**WHAT TO WORK ON:**
Taking the listing below, restate word for word each line from the line with "Instruction: Transcribe the" to the line with "Transcribe the names and structure of the map into", ends included, and stop there.

**DATA UNDER STUDY:**
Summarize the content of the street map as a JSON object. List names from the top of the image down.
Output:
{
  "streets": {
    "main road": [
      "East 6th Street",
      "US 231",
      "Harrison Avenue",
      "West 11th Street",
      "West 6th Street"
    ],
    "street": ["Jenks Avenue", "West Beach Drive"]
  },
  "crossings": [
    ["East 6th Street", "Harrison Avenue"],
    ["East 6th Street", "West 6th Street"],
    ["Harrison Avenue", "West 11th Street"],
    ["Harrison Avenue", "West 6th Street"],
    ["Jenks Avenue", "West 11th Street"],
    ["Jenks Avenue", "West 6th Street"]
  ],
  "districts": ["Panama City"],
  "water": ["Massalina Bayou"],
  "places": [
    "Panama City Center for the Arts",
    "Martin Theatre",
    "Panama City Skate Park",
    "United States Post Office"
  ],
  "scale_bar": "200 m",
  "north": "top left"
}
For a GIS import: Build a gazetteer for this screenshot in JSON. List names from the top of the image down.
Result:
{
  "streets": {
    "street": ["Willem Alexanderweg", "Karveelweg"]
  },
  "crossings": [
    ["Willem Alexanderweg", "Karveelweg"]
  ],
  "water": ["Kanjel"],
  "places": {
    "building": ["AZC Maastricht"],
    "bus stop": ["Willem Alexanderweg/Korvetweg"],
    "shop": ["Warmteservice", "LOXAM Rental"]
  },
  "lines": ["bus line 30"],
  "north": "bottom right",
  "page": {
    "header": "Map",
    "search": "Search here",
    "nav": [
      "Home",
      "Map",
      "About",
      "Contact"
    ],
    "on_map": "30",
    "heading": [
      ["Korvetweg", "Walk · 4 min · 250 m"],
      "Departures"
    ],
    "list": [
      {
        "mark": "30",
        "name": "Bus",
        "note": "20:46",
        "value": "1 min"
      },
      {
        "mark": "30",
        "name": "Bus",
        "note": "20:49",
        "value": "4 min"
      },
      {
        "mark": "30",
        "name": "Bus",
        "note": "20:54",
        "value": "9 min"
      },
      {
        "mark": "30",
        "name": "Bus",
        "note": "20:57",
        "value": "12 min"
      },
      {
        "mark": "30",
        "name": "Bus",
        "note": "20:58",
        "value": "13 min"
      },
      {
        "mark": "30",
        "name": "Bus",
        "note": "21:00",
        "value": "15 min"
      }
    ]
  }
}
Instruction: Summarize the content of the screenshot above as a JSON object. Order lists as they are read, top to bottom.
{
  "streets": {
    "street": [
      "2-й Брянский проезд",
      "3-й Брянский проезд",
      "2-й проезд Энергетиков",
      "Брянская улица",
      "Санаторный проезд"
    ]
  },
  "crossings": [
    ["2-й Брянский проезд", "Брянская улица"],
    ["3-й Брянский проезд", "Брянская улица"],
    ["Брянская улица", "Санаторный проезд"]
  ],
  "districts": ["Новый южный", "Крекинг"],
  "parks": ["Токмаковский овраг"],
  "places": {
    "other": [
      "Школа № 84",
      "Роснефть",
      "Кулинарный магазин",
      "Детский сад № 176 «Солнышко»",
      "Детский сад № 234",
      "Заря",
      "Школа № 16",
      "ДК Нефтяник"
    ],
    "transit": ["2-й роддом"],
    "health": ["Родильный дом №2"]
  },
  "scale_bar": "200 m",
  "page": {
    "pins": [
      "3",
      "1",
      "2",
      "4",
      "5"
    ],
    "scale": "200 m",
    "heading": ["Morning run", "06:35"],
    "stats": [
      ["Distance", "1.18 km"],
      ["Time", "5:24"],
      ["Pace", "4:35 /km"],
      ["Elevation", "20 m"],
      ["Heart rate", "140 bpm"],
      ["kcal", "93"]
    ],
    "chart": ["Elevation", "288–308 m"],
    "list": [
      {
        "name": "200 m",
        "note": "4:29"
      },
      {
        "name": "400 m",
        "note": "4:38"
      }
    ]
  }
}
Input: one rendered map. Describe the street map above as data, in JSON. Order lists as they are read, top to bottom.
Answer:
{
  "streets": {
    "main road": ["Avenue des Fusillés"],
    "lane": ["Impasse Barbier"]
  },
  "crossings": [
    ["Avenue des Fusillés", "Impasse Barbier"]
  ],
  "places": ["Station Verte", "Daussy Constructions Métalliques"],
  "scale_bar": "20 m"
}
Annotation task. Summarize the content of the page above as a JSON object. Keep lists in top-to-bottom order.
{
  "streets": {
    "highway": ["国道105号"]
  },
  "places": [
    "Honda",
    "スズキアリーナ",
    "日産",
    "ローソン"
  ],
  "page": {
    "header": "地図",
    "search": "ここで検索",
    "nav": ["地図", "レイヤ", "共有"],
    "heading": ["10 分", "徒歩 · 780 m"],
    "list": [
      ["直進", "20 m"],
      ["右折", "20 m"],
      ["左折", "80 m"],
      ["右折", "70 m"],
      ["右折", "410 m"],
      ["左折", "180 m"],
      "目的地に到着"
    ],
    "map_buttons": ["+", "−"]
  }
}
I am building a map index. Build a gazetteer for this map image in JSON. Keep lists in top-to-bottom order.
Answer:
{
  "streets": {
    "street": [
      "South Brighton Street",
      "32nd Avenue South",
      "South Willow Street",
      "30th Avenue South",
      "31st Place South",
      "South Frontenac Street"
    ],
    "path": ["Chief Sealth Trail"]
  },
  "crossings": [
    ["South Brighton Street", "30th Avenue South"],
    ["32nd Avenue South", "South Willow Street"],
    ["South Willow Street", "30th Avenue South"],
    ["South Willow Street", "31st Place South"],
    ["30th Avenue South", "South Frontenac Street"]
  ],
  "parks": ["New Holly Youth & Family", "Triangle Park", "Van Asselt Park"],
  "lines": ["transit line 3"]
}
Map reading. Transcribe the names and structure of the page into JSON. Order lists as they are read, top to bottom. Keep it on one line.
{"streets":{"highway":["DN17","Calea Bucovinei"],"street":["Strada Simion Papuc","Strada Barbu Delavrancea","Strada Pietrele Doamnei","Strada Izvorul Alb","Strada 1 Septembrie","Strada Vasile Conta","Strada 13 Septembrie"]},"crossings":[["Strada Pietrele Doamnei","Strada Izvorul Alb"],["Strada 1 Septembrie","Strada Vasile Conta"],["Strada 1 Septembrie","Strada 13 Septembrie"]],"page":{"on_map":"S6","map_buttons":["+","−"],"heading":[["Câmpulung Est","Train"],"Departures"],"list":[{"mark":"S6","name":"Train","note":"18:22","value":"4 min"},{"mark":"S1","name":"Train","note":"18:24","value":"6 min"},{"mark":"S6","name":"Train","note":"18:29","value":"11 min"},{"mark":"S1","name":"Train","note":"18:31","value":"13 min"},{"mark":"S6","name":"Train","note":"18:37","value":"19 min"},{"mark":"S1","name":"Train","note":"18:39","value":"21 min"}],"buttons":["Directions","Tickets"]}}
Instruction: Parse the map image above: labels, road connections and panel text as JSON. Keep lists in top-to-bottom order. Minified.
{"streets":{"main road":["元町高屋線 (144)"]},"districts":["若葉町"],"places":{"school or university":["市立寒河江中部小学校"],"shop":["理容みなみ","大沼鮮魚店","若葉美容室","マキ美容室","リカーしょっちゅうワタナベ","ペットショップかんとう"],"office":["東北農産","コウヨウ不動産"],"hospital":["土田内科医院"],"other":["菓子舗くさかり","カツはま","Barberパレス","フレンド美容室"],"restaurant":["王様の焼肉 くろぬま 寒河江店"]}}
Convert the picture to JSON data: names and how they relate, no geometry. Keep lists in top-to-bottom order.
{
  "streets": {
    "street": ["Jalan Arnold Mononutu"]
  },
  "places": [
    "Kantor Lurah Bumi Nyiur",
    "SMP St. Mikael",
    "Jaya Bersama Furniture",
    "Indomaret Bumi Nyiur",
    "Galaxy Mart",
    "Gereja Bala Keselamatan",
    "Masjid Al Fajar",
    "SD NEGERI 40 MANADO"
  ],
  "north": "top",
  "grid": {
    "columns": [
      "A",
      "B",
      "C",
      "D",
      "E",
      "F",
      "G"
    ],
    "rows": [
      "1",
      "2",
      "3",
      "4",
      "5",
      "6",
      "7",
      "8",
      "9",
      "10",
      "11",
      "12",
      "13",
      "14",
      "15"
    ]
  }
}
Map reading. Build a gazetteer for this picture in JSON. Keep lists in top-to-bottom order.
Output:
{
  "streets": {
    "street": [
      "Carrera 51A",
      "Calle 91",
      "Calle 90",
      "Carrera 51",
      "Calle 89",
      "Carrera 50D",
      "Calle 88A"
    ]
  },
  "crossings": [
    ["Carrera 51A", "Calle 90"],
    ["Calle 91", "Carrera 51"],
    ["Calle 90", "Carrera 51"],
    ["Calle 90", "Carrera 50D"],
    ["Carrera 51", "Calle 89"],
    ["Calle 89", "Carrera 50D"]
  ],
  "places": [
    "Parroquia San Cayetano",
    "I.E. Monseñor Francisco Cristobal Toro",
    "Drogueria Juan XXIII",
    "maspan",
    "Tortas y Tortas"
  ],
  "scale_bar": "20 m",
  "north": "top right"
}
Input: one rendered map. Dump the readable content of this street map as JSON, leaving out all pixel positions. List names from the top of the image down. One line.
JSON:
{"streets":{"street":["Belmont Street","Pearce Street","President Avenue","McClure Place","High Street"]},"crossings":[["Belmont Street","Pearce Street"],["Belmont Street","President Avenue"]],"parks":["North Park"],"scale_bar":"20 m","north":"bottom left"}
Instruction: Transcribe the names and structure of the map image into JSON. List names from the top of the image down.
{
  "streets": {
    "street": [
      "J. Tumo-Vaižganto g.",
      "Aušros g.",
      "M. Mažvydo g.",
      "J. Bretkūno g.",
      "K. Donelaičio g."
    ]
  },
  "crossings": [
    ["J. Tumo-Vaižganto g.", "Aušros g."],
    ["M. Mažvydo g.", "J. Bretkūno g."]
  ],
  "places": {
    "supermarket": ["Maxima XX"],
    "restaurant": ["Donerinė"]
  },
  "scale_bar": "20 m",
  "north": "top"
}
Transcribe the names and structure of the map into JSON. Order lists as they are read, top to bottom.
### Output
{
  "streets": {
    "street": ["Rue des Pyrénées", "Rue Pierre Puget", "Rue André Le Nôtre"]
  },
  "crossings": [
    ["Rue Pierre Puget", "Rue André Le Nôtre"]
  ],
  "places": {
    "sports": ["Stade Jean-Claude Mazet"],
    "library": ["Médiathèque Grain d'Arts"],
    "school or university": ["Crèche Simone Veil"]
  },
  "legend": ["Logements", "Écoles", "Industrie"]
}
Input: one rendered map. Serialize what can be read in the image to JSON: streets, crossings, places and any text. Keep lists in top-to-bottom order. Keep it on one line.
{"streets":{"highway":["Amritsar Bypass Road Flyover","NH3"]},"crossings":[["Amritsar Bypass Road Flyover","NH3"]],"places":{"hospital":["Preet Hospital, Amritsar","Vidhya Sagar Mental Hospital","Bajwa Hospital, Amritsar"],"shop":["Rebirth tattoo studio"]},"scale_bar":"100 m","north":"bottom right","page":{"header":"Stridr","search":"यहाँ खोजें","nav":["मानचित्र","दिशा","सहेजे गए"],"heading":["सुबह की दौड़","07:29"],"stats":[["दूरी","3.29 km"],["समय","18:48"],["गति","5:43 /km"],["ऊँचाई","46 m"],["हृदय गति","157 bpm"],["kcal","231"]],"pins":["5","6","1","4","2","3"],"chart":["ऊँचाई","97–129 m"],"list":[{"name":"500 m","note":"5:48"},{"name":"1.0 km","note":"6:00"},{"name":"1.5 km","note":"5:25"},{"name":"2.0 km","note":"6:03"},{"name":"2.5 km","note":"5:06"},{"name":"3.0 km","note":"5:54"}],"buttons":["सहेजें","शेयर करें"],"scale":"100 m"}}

**RESULT OF THIS EXERCISE:**
Instruction: Transcribe the names and structure of the map image into JSON. List names from the top of the image down.
{
  "streets": {
    "street": [
      "J. Tumo-Vaižganto g.",
      "Aušros g.",
      "M. Mažvydo g.",
      "J. Bretkūno g.",
      "K. Donelaičio g."
    ]
  },
  "crossings": [
    ["J. Tumo-Vaižganto g.", "Aušros g."],
    ["M. Mažvydo g.", "J. Bretkūno g."]
  ],
  "places": {
    "supermarket": ["Maxima XX"],
    "restaurant": ["Donerinė"]
  },
  "scale_bar": "20 m",
  "north": "top"
}
Transcribe the names and structure of the map into JSON. Order lists as they are read, top to bottom.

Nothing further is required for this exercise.